** Data to use **
- - -
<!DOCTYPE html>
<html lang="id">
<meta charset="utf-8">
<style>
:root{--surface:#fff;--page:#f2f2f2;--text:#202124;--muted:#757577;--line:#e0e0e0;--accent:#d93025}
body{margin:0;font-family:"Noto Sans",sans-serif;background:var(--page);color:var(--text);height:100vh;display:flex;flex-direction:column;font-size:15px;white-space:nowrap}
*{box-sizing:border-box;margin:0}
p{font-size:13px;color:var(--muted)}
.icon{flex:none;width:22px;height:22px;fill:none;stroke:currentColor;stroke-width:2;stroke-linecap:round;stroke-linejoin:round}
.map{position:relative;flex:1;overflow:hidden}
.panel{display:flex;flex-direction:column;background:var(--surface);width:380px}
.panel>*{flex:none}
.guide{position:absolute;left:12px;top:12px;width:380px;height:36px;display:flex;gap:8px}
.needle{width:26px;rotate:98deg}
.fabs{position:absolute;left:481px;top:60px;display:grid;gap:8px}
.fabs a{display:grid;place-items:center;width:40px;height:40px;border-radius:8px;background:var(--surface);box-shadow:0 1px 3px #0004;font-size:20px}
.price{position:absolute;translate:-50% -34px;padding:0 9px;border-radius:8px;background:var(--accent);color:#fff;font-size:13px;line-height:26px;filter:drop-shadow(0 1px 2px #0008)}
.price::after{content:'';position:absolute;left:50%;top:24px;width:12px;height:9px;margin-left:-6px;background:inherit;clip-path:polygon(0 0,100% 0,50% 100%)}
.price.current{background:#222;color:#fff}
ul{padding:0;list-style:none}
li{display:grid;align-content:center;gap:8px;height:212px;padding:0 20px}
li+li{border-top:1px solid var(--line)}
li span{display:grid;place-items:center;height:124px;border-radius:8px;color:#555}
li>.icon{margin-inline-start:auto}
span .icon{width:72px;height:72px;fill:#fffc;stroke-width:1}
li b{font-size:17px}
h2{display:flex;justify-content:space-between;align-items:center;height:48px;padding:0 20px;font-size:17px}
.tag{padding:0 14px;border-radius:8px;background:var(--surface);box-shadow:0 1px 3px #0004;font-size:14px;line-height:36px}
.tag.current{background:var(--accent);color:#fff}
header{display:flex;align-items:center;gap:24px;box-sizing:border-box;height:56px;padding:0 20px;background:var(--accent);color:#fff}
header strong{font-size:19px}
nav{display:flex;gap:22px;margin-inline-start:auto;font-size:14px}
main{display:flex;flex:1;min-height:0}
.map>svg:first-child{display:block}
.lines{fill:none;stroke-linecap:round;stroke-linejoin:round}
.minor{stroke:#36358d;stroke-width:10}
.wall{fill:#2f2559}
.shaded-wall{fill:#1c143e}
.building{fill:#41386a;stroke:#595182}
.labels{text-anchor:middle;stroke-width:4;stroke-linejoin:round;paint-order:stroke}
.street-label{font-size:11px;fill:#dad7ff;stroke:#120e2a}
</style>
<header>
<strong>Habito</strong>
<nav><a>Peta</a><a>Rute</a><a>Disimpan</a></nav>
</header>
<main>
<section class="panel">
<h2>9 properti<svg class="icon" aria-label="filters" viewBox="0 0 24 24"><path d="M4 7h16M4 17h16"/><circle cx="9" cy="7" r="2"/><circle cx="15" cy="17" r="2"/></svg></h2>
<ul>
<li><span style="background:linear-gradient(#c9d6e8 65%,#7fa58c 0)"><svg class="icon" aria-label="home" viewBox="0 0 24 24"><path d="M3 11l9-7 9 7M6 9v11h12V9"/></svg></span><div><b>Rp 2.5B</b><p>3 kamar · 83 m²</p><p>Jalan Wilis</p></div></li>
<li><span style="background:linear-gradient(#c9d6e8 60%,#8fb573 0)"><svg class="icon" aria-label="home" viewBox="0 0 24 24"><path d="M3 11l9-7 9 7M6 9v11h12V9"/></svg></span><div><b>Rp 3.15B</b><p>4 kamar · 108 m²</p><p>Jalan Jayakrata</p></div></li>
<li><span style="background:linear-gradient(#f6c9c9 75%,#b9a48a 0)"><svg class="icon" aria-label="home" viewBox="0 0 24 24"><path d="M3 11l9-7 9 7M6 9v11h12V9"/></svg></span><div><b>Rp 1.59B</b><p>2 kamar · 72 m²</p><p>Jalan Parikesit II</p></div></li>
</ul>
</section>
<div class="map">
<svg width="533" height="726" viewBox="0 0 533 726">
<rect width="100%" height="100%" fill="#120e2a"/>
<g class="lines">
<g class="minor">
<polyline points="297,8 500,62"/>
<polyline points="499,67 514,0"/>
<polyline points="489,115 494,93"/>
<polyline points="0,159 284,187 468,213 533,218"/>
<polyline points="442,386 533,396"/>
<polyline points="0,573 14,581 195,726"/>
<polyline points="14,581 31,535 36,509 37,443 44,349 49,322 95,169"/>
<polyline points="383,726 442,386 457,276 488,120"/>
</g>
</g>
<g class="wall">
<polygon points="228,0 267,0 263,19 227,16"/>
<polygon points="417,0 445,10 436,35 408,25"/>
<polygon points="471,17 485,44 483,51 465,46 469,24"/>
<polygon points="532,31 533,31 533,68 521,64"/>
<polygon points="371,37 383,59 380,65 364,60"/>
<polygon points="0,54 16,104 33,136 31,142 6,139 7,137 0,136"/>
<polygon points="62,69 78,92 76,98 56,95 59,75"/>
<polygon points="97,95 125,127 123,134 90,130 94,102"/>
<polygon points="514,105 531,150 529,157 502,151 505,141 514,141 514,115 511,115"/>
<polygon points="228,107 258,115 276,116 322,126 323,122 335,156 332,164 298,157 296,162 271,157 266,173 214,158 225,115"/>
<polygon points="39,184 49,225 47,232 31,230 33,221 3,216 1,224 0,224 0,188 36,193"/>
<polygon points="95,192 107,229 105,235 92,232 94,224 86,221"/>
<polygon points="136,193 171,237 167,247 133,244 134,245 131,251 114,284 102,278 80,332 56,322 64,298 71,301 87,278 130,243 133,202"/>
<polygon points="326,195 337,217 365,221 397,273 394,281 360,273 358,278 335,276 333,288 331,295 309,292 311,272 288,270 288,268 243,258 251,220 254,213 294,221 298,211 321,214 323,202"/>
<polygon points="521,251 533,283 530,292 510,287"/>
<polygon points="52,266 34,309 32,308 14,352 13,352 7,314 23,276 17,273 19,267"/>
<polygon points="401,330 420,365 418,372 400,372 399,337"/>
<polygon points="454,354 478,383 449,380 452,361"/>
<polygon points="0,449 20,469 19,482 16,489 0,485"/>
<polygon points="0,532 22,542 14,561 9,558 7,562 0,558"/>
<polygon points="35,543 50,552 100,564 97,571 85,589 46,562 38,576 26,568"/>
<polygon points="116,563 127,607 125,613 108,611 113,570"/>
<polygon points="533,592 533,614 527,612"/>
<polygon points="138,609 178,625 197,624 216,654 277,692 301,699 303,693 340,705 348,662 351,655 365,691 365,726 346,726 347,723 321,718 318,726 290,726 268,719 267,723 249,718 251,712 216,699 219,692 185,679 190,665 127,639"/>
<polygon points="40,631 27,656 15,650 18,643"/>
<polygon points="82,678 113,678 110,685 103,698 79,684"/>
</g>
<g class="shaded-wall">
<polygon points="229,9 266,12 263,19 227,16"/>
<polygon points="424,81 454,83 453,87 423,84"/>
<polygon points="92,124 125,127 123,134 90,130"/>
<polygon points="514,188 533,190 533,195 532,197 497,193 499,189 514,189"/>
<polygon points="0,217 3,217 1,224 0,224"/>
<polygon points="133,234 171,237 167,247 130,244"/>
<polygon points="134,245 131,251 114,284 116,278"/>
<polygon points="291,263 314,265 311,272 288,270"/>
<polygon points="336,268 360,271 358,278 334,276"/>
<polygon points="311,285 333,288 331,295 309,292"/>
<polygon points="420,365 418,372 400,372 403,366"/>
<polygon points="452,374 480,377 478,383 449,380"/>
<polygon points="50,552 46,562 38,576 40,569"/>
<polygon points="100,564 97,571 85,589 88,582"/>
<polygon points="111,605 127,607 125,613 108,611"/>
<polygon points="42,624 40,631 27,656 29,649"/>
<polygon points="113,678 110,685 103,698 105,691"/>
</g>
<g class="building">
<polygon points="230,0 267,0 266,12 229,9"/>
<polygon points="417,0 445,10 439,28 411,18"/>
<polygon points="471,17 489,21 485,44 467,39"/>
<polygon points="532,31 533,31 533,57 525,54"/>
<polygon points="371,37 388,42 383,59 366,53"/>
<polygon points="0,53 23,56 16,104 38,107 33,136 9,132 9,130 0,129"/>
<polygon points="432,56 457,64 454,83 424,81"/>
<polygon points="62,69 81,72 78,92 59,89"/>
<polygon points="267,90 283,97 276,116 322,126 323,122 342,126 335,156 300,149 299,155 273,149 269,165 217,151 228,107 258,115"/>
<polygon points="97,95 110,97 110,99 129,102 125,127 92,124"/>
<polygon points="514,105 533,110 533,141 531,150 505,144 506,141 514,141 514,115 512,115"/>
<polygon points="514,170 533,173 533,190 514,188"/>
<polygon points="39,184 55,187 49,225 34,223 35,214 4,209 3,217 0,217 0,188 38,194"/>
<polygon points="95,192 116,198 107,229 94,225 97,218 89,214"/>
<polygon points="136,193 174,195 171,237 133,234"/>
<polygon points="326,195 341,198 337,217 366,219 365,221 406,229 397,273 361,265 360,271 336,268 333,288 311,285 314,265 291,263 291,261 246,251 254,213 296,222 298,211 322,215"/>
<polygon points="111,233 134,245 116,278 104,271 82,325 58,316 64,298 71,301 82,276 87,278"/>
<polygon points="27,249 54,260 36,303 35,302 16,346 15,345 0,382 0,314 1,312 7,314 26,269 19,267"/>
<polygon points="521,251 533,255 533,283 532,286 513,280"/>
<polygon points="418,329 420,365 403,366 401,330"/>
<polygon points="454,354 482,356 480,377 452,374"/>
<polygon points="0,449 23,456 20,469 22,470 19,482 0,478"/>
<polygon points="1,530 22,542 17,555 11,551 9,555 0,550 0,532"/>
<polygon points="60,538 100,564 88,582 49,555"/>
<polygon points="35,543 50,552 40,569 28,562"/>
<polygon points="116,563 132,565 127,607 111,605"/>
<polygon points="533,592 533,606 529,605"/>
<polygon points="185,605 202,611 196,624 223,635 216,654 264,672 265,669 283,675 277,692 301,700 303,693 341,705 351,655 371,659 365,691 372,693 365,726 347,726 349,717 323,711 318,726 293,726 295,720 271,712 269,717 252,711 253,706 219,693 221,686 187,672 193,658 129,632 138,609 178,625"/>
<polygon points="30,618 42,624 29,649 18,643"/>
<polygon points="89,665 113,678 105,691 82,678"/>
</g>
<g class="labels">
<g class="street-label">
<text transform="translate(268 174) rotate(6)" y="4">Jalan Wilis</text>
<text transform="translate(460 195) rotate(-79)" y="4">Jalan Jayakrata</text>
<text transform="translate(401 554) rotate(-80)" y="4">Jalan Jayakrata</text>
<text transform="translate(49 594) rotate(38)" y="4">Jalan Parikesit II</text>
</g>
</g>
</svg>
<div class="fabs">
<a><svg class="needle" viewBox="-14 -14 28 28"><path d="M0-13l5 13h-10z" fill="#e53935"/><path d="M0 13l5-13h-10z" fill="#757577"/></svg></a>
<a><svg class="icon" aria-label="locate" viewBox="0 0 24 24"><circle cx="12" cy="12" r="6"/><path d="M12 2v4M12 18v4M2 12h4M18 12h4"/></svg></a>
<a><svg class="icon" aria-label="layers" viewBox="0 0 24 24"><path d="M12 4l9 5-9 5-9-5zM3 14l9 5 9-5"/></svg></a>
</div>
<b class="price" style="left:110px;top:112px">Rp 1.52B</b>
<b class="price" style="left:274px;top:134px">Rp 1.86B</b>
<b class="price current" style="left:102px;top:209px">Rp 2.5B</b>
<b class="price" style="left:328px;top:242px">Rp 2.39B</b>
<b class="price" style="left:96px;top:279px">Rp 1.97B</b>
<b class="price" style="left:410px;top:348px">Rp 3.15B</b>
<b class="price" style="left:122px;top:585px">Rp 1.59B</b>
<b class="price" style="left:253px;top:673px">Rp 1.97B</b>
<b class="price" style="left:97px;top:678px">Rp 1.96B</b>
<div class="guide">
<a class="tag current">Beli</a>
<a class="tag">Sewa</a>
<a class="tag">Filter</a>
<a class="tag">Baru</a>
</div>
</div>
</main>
- - -
** Try it **
How many lines in the records above contain the word "linecap"? Answer with the number alone.

** Task solution **
2